I’ve spent the past few years developing my own design spreadsheet, so I’ve gotten pretty good at deciphering gibberish Excel formulas from having to read my own
I come up with a slightly different equation for the speed transfer. The main difference being that I place the center of the ball’s linear motion at a distance Rw+Rc (Rc being the radius of the compressed ball) from the center of the shooter wheel. Have I missed something?
I’ll redo the math when I have a bit of free time. I took the math wholesale from the paper after quickly verifying it, so I couldn’t list off the assumptions they made. I also don’t really grok how the compression changes the momentum transfer- does that actually get the ball spinning faster?
Considering compressed radius instead of uncompressed changes the model a lot, and currently the data looks closer to assuming it’s uncompressed when computing rotational momentum transfer.
I haven’t done a physics homework problem in 20+ years, but their very first equation confuses me.
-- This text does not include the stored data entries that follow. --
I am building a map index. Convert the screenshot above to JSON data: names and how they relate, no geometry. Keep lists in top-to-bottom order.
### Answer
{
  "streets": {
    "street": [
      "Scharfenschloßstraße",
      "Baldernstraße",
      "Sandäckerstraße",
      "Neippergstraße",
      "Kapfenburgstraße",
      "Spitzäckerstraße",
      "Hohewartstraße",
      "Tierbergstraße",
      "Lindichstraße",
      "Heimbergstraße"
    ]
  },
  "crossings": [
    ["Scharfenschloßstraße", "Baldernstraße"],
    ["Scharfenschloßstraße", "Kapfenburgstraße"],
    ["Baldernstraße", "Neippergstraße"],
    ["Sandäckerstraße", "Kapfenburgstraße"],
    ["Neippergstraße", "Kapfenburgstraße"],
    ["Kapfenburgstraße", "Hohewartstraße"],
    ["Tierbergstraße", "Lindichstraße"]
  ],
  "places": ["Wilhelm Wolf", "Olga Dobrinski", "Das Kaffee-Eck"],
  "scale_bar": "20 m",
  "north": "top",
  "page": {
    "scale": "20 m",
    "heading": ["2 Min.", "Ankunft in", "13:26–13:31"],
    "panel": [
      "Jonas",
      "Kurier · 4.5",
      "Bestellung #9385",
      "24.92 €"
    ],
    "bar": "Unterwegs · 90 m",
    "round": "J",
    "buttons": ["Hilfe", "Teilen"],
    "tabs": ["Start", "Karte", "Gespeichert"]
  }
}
I’m pretty sure it’s just wrong.
As for the effect of ball compression – the MOI of the ball is definitely reduced, but I wouldn’t want to do the math to figure out how much. Using the uncompressed MOI is probably close enough. But it’s easy enough to include the compressed radius in the r x mV component of angular momentum.
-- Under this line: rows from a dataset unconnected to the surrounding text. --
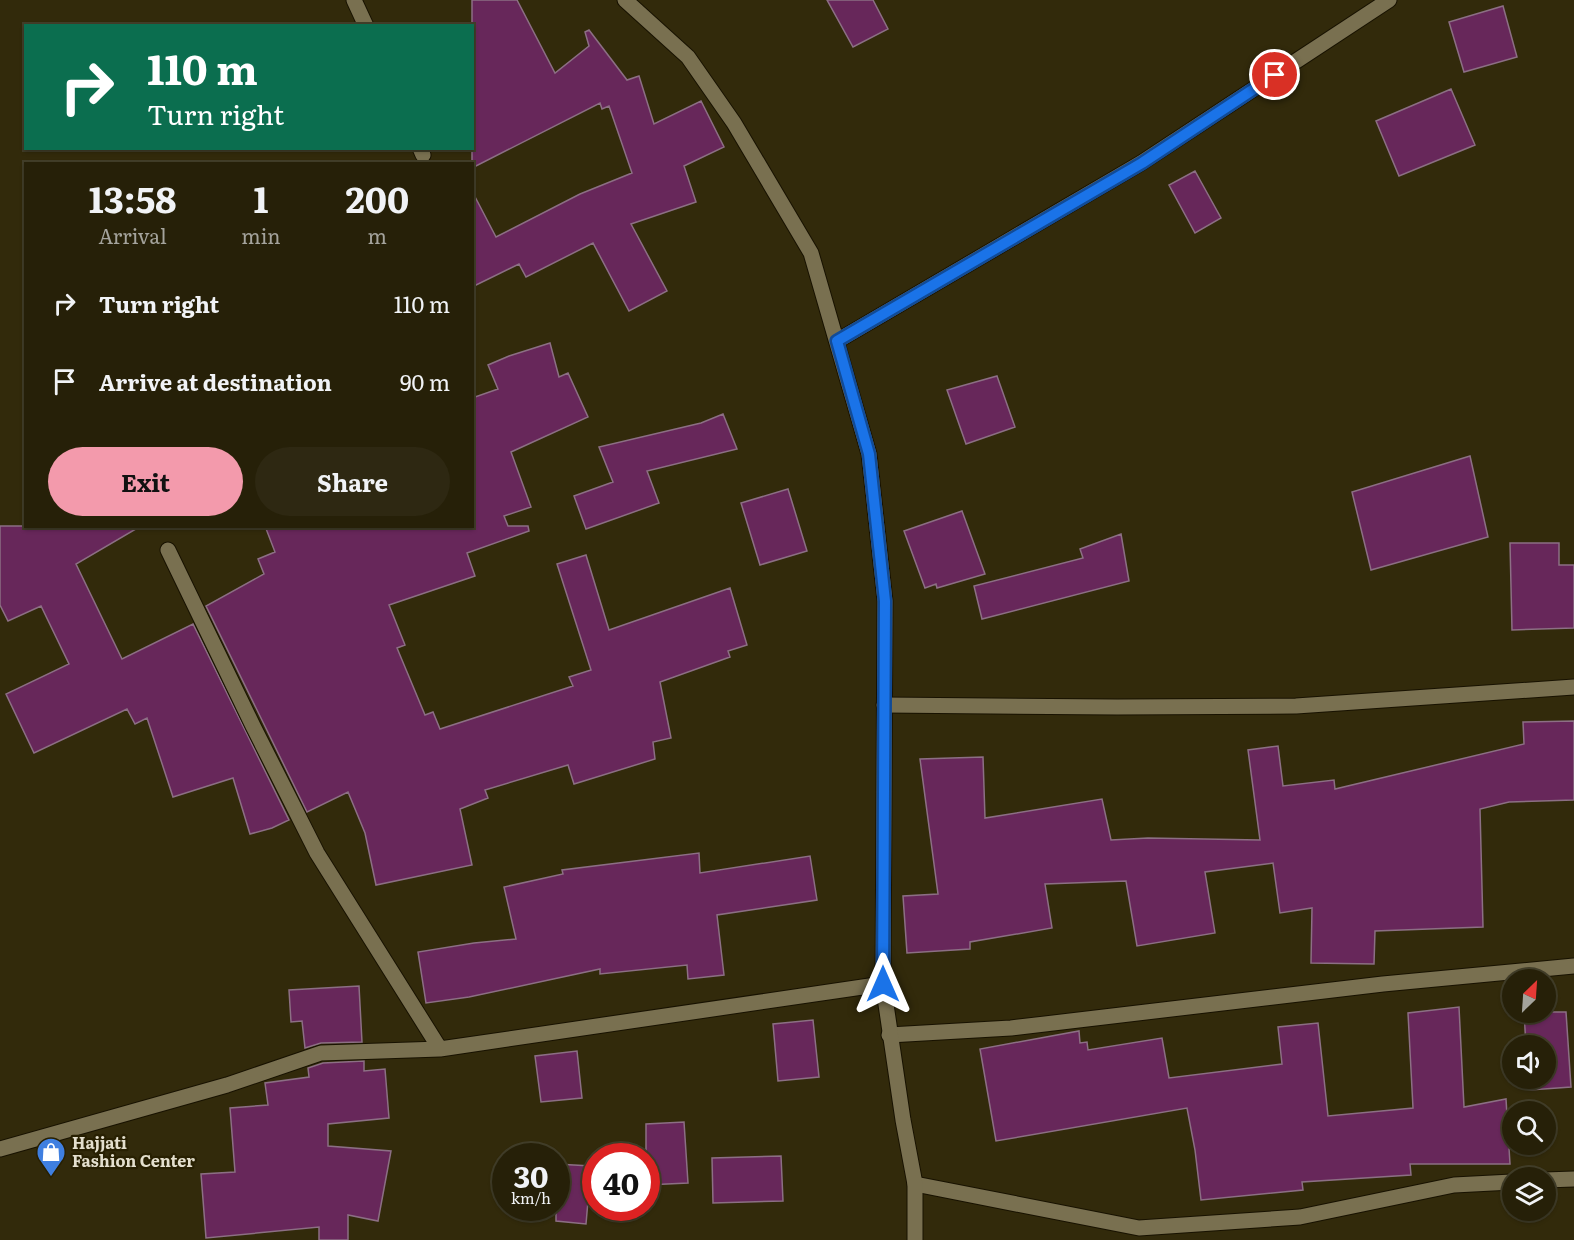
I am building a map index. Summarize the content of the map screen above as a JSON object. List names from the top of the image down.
{
  "places": {
    "shop": ["Hajjati Fashion Center"]
  },
  "north": "top right",
  "page": {
    "turn": ["110 m", "Turn right"],
    "eta": [
      "13:58",
      "Arrival",
      "1",
      "min",
      "200",
      "m"
    ],
    "list": [
      {
        "name": "Turn right",
        "value": "110 m"
      },
      {
        "name": "Arrive at destination",
        "value": "90 m"
      }
    ],
    "buttons": ["Exit", "Share"],
    "speed": "30 km/h",
    "limit": "40"
  }
}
The way I read the setup is to be the conservation of linear momentum. I don’t think it’s wrong, but it is curious that using the conservation of angular momentum doesn’t yield the same result.
I’ll definitely redo my math to include compression in this. It doesn’t seem to have that much of an effect, but worth modeling everything.
The most accurate version of this I can get based on currently available data is my original model using linear momentum. The angular momentum based speed transfer yields a much lower transfer % than linear momentum, which means one of a few things:
I underestimated MOI for all these systems (true, but the only thing not considered is pulleys, belts, and shafts all of which have fairly low MOI, and the difference would require a roughly 100% increase in MOI for these systems)
I have an error somewhere else in the spreadsheet
I made an error collecting data (possible, but these also fit the parabola trajectory math)
Physically, I can’t explain why the angular momentum math doesn’t work. The linear momentum math makes sense in my head at least, but could easily be wrong. The end of it at this point is that this matches the data so far, and we are engineers in the end.
Well, if it were a linear momentum problem, we’d need to include the rest of the robot in the system, and we’d just learn stuff like how fast this robot would be sent backwards after it shot a ball (on a frictionless surface, naturally). The spinning flywheel on the robot would have nothing to do with that.
This is definitely an angular momentum problem. It’s a lot like the bullet & disk problem here in reverse, for example.